**Collected data**:

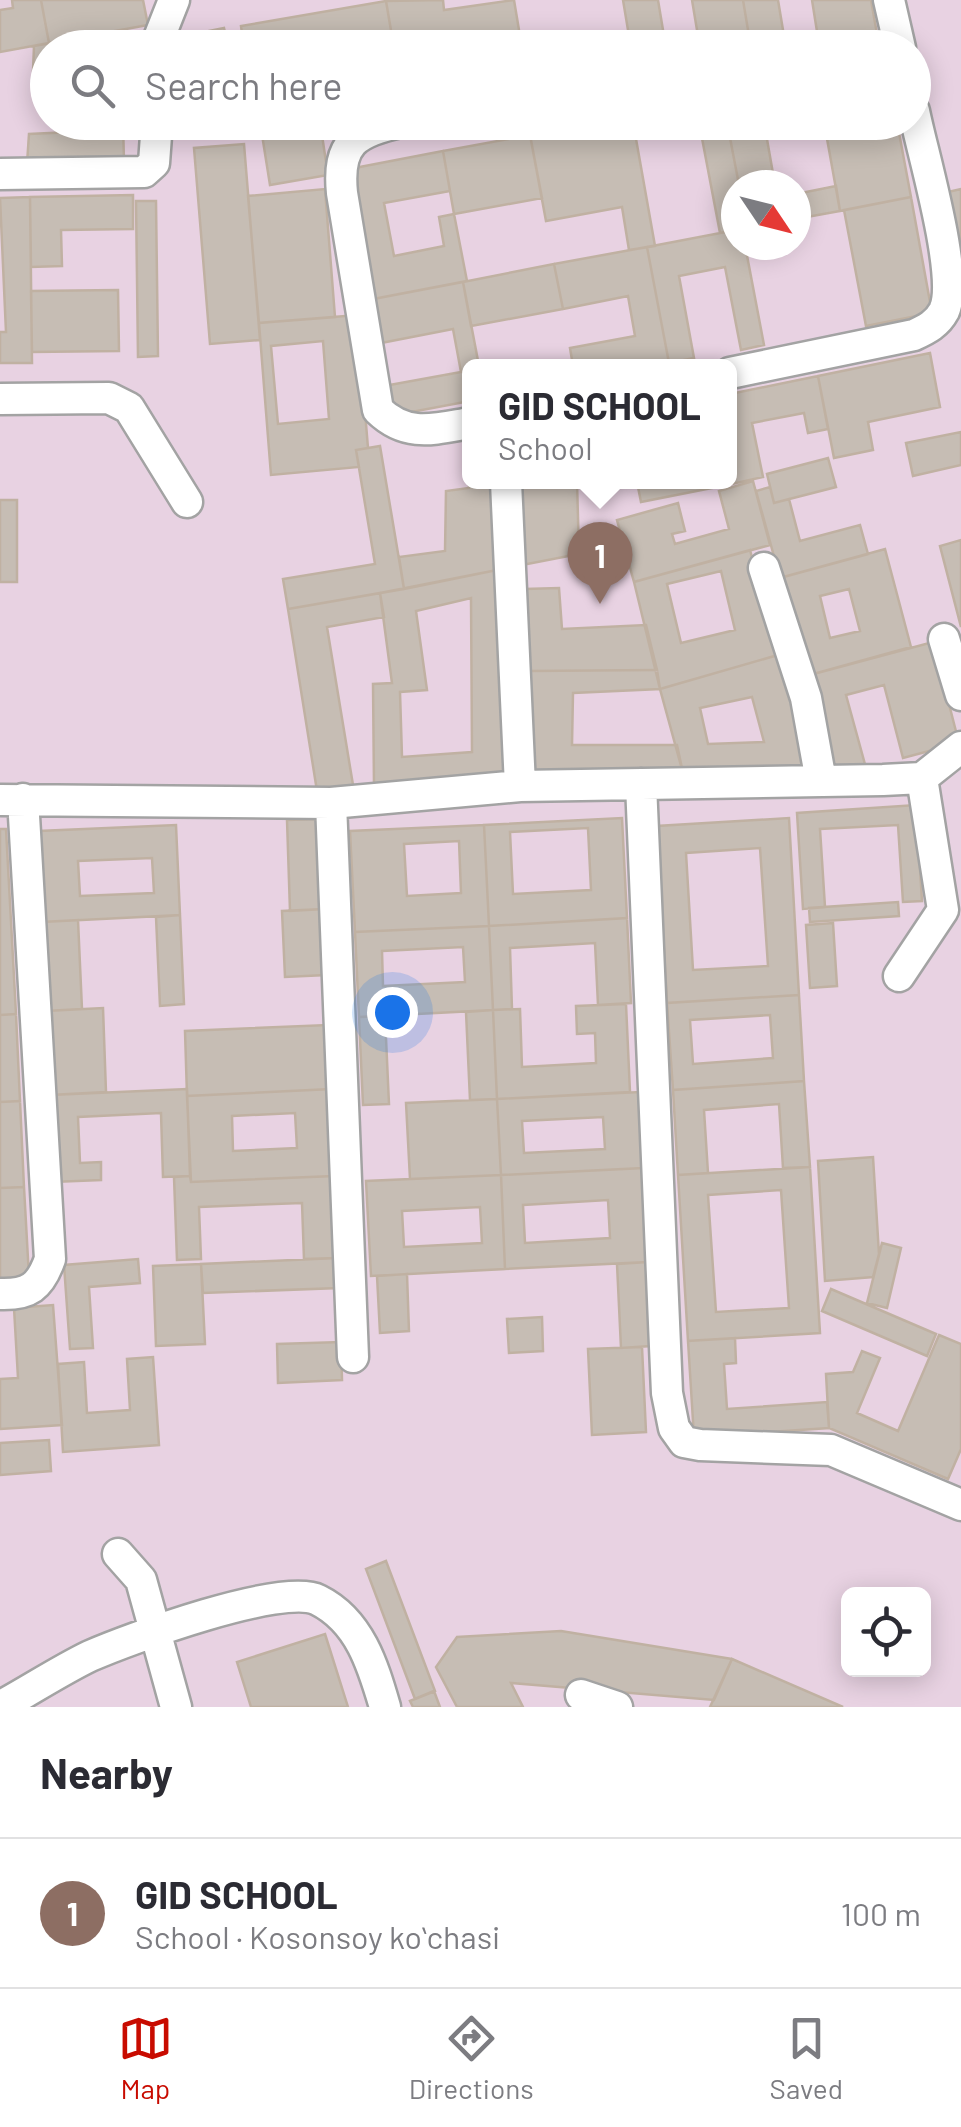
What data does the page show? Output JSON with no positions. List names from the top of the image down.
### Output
{
  "north": "bottom right",
  "page": {
    "search": "Search here",
    "popup": ["GID SCHOOL", "School"],
    "pins": "1",
    "heading": "Nearby",
    "list": [
      {
        "mark": "1",
        "name": "GID SCHOOL",
        "note": "School · Kosonsoy koʻchasi",
        "value": "100 m"
      }
    ],
    "nav": ["Map", "Directions", "Saved"]
  }
}
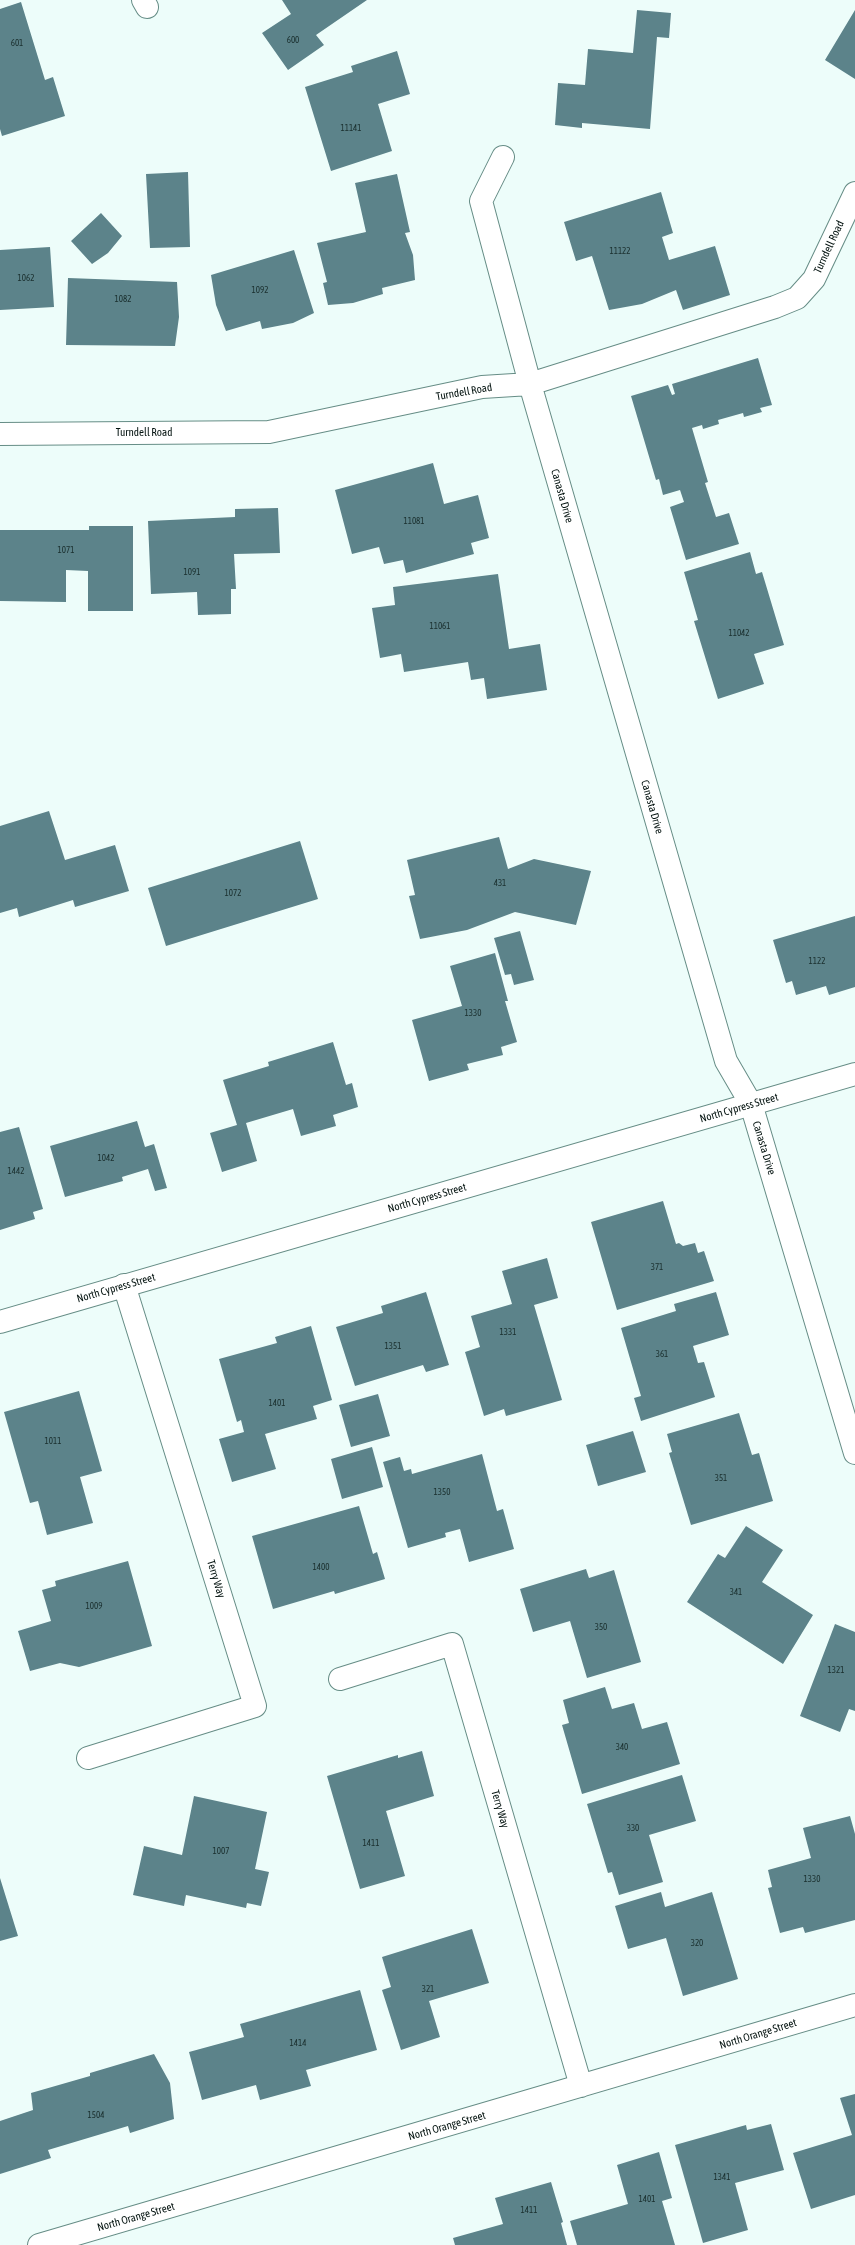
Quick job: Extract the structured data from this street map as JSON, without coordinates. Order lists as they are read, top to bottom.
{
  "streets": {
    "street": [
      "Turndell Road",
      "Canasta Drive",
      "North Cypress Street",
      "Terry Way",
      "North Orange Street"
    ]
  },
  "crossings": [
    ["Turndell Road", "Canasta Drive"],
    ["Canasta Drive", "North Cypress Street"],
    ["North Cypress Street", "Terry Way"],
    ["Terry Way", "North Orange Street"]
  ],
  "house_numbers": [
    "600",
    "601",
    "11141",
    "11122",
    "1062",
    "1092",
    "1082",
    "11081",
    "1071",
    "1091",
    "11061",
    "11042",
    "431",
    "1072",
    "1122",
    "1330",
    "1042",
    "1442",
    "371",
    "1331",
    "1351",
    "361",
    "1401",
    "1011",
    "351",
    "1350",
    "1400",
    "341",
    "1009",
    "350",
    "1321",
    "340",
    "330",
    "1411",
    "1007",
    "1330",
    "320",
    "321",
    "1414",
    "1504",
    "1341",
    "1401",
    "1411"
  ]
}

**TASK STATEMENT**:
First drop every picture, then print the data above exactly as it stands.

**RESULT BELOW**:
What data does the page show? Output JSON with no positions. List names from the top of the image down.
### Output
{
  "north": "bottom right",
  "page": {
    "search": "Search here",
    "popup": ["GID SCHOOL", "School"],
    "pins": "1",
    "heading": "Nearby",
    "list": [
      {
        "mark": "1",
        "name": "GID SCHOOL",
        "note": "School · Kosonsoy koʻchasi",
        "value": "100 m"
      }
    ],
    "nav": ["Map", "Directions", "Saved"]
  }
}
Quick job: Extract the structured data from this street map as JSON, without coordinates. Order lists as they are read, top to bottom.
{
  "streets": {
    "street": [
      "Turndell Road",
      "Canasta Drive",
      "North Cypress Street",
      "Terry Way",
      "North Orange Street"
    ]
  },
  "crossings": [
    ["Turndell Road", "Canasta Drive"],
    ["Canasta Drive", "North Cypress Street"],
    ["North Cypress Street", "Terry Way"],
    ["Terry Way", "North Orange Street"]
  ],
  "house_numbers": [
    "600",
    "601",
    "11141",
    "11122",
    "1062",
    "1092",
    "1082",
    "11081",
    "1071",
    "1091",
    "11061",
    "11042",
    "431",
    "1072",
    "1122",
    "1330",
    "1042",
    "1442",
    "371",
    "1331",
    "1351",
    "361",
    "1401",
    "1011",
    "351",
    "1350",
    "1400",
    "341",
    "1009",
    "350",
    "1321",
    "340",
    "330",
    "1411",
    "1007",
    "1330",
    "320",
    "321",
    "1414",
    "1504",
    "1341",
    "1401",
    "1411"
  ]
}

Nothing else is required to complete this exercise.